He’s gray-haired, bearded, wearing no shoes and standing at Rae Spencer’s doorstep.
“Babe,” the content creator wrote in a text to her husband. “Do you know this man? He says he knows you?”
Spencer’s husband, who responded immediately with “no,” appeared to express shock when she then sent more images of the man pictured inside their home, sitting on their couch and taking a nap on their bed. She said he FaceTimed her, “shaking” in fear.
But the man wasn’t real. Spencer, based in St. Augustine, Florida, had created the images using an artificial intelligence-based generator. She sent them to her husband and posted their exchange to TikTok as part of a viral trend that some online refer to as the “AI homeless man prank.”
Over 5 million people have liked Spencer’s video on TikTok, where the hashtag #homelessmanprank populated more than 1,200 videos, most of them related to the recent trend. Some have also used the hashtag #homelessman to post their videos, all of which center on the idea of tricking people into believing that there is a stranger inside their home. Several people have also posted tutorials about how to make the images. The trend has also spread to other social media platforms, including Snapchat and Instagram.
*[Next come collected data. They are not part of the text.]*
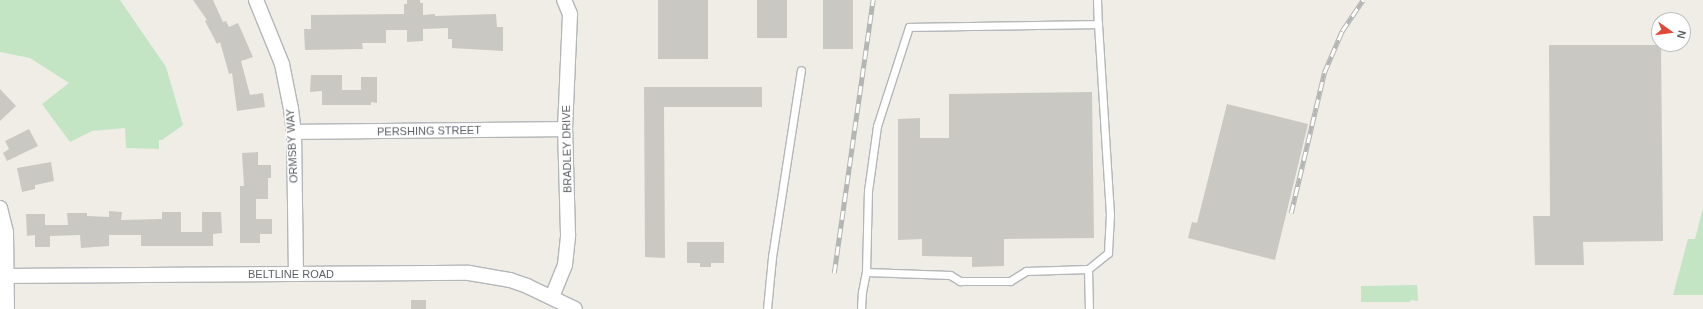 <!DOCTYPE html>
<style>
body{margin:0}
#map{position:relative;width:1703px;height:309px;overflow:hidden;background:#efede6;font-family:Helvetica,sans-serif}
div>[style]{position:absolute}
.green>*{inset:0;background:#c3e5c4}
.building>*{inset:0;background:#cac8c2;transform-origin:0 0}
.roads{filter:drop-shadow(1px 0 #b3b6ba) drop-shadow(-1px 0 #b3b6ba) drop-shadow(0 1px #b3b6ba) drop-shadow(0 -1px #b3b6ba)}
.service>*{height:7px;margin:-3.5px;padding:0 3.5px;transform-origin:3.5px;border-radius:3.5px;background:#fff}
.minor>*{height:14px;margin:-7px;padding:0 7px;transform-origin:7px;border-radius:7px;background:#fff}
.rail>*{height:4.5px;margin-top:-2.25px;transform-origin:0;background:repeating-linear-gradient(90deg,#fff 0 9px,#b4b5b5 0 18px);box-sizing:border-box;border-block:1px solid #b4b5b5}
span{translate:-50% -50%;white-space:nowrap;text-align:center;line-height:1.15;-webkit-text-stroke:3px #fff;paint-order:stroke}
.street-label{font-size:11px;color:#5d6165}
.north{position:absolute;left:1651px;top:12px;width:40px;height:40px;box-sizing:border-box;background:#fff;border:1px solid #bec0c1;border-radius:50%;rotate:104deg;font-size:11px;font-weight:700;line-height:16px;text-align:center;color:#5d6165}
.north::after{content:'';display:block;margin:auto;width:14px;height:18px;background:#e24839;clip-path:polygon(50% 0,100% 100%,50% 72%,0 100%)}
</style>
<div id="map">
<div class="green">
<div style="clip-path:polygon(0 0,120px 0,166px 67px,183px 125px,162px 140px,159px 140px,159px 149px,126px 148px,125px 128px,92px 131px,70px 142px,42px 104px,69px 83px,30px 58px,0 52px)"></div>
<div style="clip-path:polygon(1703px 208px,1703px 295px,1673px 295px,1688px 239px,1695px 239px)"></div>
<div style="clip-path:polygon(1417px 285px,1418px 301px,1411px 300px,1410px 302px,1361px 302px,1361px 286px)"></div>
</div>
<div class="building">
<div style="clip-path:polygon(193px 0,213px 0,223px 22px,226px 21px,229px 27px,238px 23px,253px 57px,241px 61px,250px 95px,263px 93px,265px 107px,237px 111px,232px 73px,229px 74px,220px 42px,217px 44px,216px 42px,205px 21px,207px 20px)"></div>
<div style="clip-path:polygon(407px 0,420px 0,420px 3px,423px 3px,423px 15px,435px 14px,435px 16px,496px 14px,497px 27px,503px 27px,503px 51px,452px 48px,452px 39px,448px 39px,448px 28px,423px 29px,423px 41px,407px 42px,407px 30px,386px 30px,386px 43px,362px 43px,363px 49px,305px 50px,304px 29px,311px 29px,311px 15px,404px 14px,404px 4px,407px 4px)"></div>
<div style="left:658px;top:0;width:50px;height:59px"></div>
<div style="left:757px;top:0;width:30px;height:38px"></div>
<div style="left:823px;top:0;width:30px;height:49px"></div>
<div style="clip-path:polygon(1549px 45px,1661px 45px,1663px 241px,1583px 242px,1584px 265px,1535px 265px,1533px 216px,1550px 216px)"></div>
<div style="clip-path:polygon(311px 75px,342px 75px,342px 90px,361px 90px,361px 77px,377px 77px,377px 103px,371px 102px,371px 105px,322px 105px,322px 91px,310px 92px)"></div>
<div style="clip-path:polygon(644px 87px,762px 87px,762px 107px,664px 107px,665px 258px,645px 257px)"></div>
<div style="clip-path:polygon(0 89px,16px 106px,0 121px)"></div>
<div style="clip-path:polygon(1092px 92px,1094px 238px,1004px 239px,1004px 266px,972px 267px,972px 257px,922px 256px,922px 239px,898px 240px,898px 119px,920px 118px,920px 138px,949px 138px,949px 94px)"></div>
<div style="clip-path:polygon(1227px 104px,1308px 124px,1275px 260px,1188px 238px,1192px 222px,1197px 223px)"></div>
<div style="clip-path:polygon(29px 129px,38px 146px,7px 161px,3px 153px,9px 149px,5px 141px)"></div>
<div style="clip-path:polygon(258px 152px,258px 165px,271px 165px,271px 178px,268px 178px,268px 199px,256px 199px,256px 219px,272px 219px,272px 234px,260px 234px,260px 243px,240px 243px,240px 186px,244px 186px,242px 153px)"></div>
<div style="clip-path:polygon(51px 162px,54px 181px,35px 185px,35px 189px,22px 192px,17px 168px)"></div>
<div style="clip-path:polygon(109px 211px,122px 212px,121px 220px,162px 219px,162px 212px,181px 212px,181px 232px,202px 232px,202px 212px,221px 212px,222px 233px,213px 234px,213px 246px,141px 246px,141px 235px,109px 235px,109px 246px,81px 248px,80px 235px,50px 236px,50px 247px,35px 247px,35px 235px,27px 236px,26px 214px,45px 214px,45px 225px,68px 225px,67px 213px,87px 213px,87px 216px,109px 217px)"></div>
<div style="clip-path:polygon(687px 242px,724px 242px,724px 263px,711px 263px,711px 267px,700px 267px,700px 263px,687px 263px)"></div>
<div style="left:411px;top:300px;width:15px;height:9px"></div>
</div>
<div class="roads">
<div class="service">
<div style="left:1097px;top:0;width:24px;rotate:88deg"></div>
<div style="left:866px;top:272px;width:81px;rotate:-88.6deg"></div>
<div style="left:868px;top:191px;width:66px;rotate:-82.1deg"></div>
<div style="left:877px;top:126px;width:104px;rotate:-72.1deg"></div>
<div style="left:909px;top:27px;width:189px;rotate:-0.9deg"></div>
<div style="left:1098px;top:24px;width:190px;rotate:86.4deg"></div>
<div style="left:1110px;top:214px;width:39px;rotate:93deg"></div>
<div style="left:1108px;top:253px;width:26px;rotate:141deg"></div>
<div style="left:767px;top:309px;width:52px;rotate:-84.5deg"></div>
<div style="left:772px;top:257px;width:189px;rotate:-81.2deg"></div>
<div style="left:861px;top:309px;width:17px;rotate:-87deg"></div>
<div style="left:862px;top:292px;width:20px;rotate:-79deg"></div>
<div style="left:866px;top:272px;width:84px;rotate:2deg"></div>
<div style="left:950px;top:275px;width:12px;rotate:31deg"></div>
<div style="left:960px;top:281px;width:50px"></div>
<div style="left:1010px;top:281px;width:19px;rotate:-32deg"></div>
<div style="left:1026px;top:271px;width:62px;rotate:-1.8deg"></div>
<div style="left:1088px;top:269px;width:40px;rotate:88.6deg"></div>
</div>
<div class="minor">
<div style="left:256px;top:0;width:69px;rotate:67.9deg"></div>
<div style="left:282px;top:64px;width:46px;rotate:78.7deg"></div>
<div style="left:291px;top:109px;width:23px;rotate:83deg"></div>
<div style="left:294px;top:132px;width:142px;rotate:89.2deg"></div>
<div style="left:294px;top:132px;width:271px;rotate:-0.6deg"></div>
<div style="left:0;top:208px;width:25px;rotate:76deg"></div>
<div style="left:6px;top:232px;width:77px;rotate:89.3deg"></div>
<div style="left:0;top:276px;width:469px;rotate:-0.4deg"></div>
<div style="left:469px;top:273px;width:42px;rotate:9.7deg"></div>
<div style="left:510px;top:280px;width:18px;rotate:19deg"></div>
<div style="left:527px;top:286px;width:53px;rotate:25.6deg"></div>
<div style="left:552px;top:297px;width:35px;rotate:-68deg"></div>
<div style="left:565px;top:265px;width:31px;rotate:-84deg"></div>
<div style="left:568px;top:234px;width:105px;rotate:-91.6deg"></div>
<div style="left:565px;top:129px;width:115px;rotate:-87.5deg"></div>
<div style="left:570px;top:14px;width:15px;rotate:-113deg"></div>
</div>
</div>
<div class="rail">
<div style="left:1291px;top:213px;width:144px;rotate:-76.7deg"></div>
<div style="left:1324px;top:73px;width:46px;rotate:-66.8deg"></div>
<div style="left:1342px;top:31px;width:37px;rotate:-56deg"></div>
<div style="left:834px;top:273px;width:276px;rotate:-81.9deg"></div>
</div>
<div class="street-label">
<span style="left:429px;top:131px;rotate:-1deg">PERSHING STREET</span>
<span style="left:292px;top:146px;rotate:-93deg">ORMSBY WAY</span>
<span style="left:567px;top:149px;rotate:-91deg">BRADLEY DRIVE</span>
<span style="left:291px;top:274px">BELTLINE ROAD</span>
</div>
<div class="north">N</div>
</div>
As the prank gains traction online, local authorities have started issuing warnings to participants — who they say primarily are teens — about the dangers of misusing AI to spread false information.
“Besides being in bad taste, there are many reasons why this prank is, to put it bluntly, stupid and potentially dangerous,” police officials in Salem, Massachusetts, wrote on their website this month. “This prank dehumanizes the homeless, causes the distressed recipient to panic and wastes police resources. Police officers who are called upon to respond do not know this is a prank and treat the call as an actual burglary in progress thus creating a potentially dangerous situation.”
Even overseas, some local officials have reported false home invasions tied to the trend. In the United Kingdom, Dorset Police issued a warning after the force deployed resources when it received a “call from an extremely concerned parent” last week, only to learn it was a prank, according to the BBC. An Garda Síochána, Ireland’s national police department, also wrote a message on its Facebook and X pages, sharing two recent images authorities received that were made using generative AI tools.
The prank is the latest example of AI’s ability to deceive through fake imagery.
The proliferation of photorealistic AI image and video generators in recent years has given rise to an internet full of AI-made “slop”: media of fake people and scenarios that — despite exhibiting telltale signs of AI — fool many people online, especially older internet users. As the technologies grow more sophisticated, many find it even harder to distinguish between what’s real and what’s fake. Last year, Katy Perry shared that her own mother was tricked by an AI-generated image of her attending the Met Gala.
Even if most such cases don’t involve nefarious intent, the pranks underscore how easily AI can potentially manipulate real people. With the recent release of Sora 2, an OpenAI employee touted the video generator’s ability to create realistic security video of CEO Sam Altman stealing from Target — a clip that drew concern from some who worry about how AI might be used to carry out mass manipulation campaigns.

AI image and video generators typically put watermarks on their outputs to indicate the use of AI. But users can easily crop them out.
It’s unclear which specific AI models were used in many of the video pranks.
When NBC News asked OpenAI’s ChatGPT to “generate an image of a homeless man in my home,” the bot replied, “I can’t create or edit an image like that — it would involve depicting a real or implied person in a situation of homelessness, which could be considered exploitative or disrespectful.”
Asked the same question, Gemini, Google’s AI assistant, replied: “Absolutely. Here is the image you requested.”
OpenAI and Google didn’t immediately respond to requests for comment.
Representatives for Snap and Meta (which owns Instagram) didn’t provide comments.
Reached for comment, TikTok said it added labels to videos that NBC News had flagged related to the trend to clarify that they are AI-generated content.